Counting nodes quickly with XSLT keys

Published Last modified

Permanent link

Pretty much everyone who has written any non-trivial XSLT code knows that the answer to most XSLT performance problems is keys. In this article, we’ll first take a look at how XSLT keys work. Then we’ll move onto an example on how to use keys to count things fast.

Note: You need XPath 2 to use the technique in this article.

For a tl;dr, jump to the Conclusion.

An introduction to keys

Keys are a mechanism that build an index from a value to a set of nodes in the XML tree. The term key might be a bit confusing. You can usually think of it as a key-value pair like any other (map, hash, dictionary, table, what have you). So maybe it should have been called index instead of key.

Here’s a simple example of using a key:

<!-- input.xml -->

<sect id="s2">
  <sect id="s2-1"> ... </sect>
  <sect id="s2-2"> ... </sect>
</sect>

<!-- stylesheet.xsl -->

<!--
Create a key called "id".
Put every element that has an @id attribute in it.
Use the value of the @id attribute as the, well, *key* of the entry.
-->
<xsl:key name="id" match="*[@id]" use="@id"/>

<xsl:template match="/">
  <!--
  Fetch the element with the @id attribute value "s2-2", no matter
  where in the input document it is.
  -->
  <xsl:sequence select="key('id', 's2-2')"/>
</xsl:template>

You can visualize the id key like this:

"s2"   => <sect id="s2"/>
"s2-1" => <sect id="s2-1"/>
"s2-2" => <sect id="s2-2"/>

Creating a key takes a small amount of time. Once created, though, accessing nodes in the key is usually much faster than doing it without keys.

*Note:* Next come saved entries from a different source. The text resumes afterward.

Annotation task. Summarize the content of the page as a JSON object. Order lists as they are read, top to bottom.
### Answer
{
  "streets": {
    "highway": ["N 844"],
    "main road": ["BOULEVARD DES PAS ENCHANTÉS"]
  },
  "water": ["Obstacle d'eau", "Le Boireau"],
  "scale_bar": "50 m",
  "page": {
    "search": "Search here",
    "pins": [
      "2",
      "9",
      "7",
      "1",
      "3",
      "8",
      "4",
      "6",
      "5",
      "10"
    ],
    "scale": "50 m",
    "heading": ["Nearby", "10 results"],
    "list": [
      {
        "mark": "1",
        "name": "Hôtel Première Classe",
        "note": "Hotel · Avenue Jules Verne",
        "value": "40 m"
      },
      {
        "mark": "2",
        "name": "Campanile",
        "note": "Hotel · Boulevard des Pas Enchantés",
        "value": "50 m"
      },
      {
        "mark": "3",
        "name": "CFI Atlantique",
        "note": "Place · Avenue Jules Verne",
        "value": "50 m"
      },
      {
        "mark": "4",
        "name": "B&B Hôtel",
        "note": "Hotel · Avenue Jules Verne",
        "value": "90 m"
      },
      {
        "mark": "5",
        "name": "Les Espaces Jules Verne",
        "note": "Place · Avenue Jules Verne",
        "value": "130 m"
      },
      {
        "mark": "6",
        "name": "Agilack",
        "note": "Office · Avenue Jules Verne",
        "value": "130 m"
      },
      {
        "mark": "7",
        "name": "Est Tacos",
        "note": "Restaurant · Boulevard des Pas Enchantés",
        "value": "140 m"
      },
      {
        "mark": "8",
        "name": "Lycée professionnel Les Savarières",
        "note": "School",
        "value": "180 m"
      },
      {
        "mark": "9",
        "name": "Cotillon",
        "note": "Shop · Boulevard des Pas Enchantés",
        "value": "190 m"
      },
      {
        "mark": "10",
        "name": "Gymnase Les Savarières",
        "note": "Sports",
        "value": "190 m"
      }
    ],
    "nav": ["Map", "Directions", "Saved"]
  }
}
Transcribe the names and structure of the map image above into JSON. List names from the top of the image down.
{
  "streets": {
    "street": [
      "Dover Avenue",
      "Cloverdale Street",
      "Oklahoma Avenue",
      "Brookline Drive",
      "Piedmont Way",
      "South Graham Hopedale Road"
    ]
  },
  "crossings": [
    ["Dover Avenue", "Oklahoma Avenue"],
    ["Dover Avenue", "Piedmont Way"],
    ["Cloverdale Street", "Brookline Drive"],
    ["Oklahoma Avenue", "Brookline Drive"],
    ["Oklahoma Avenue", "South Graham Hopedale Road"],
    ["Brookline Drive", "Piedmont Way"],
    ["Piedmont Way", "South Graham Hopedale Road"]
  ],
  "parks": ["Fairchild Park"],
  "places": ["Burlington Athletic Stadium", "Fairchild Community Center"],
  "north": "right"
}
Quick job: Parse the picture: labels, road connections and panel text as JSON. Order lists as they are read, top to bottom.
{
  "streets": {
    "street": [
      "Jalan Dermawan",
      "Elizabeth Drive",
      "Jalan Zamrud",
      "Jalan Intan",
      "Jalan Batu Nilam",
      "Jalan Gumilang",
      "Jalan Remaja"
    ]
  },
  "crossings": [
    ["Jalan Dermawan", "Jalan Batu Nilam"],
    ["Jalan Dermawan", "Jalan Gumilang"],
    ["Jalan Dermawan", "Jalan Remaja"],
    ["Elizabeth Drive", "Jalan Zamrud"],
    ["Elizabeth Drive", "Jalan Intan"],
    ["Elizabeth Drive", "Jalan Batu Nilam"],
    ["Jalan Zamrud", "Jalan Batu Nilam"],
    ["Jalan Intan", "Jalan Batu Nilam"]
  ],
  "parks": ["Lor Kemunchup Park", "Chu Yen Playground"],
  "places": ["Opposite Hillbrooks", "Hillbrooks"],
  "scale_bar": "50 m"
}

For example, to get to <sect id="s2-2"> without keys, you’d do something like this:

<xsl:sequence select="//sect[@id eq 's2-2']"/>

If you do that, your XSLT processor will have to sift through the entire XML tree to find the element whose ID is s2-2. If you use the key, the processor only needs to look up the value s2-2 in the index. That’s much faster.

Keys are also lazy. That means they’re only created when you first call the key() function on a key. That way there’s no performance penalty if you create a key but don’t end up using it.

Using keys to count things quickly

It’s pretty common to have to count things in your XSLT code.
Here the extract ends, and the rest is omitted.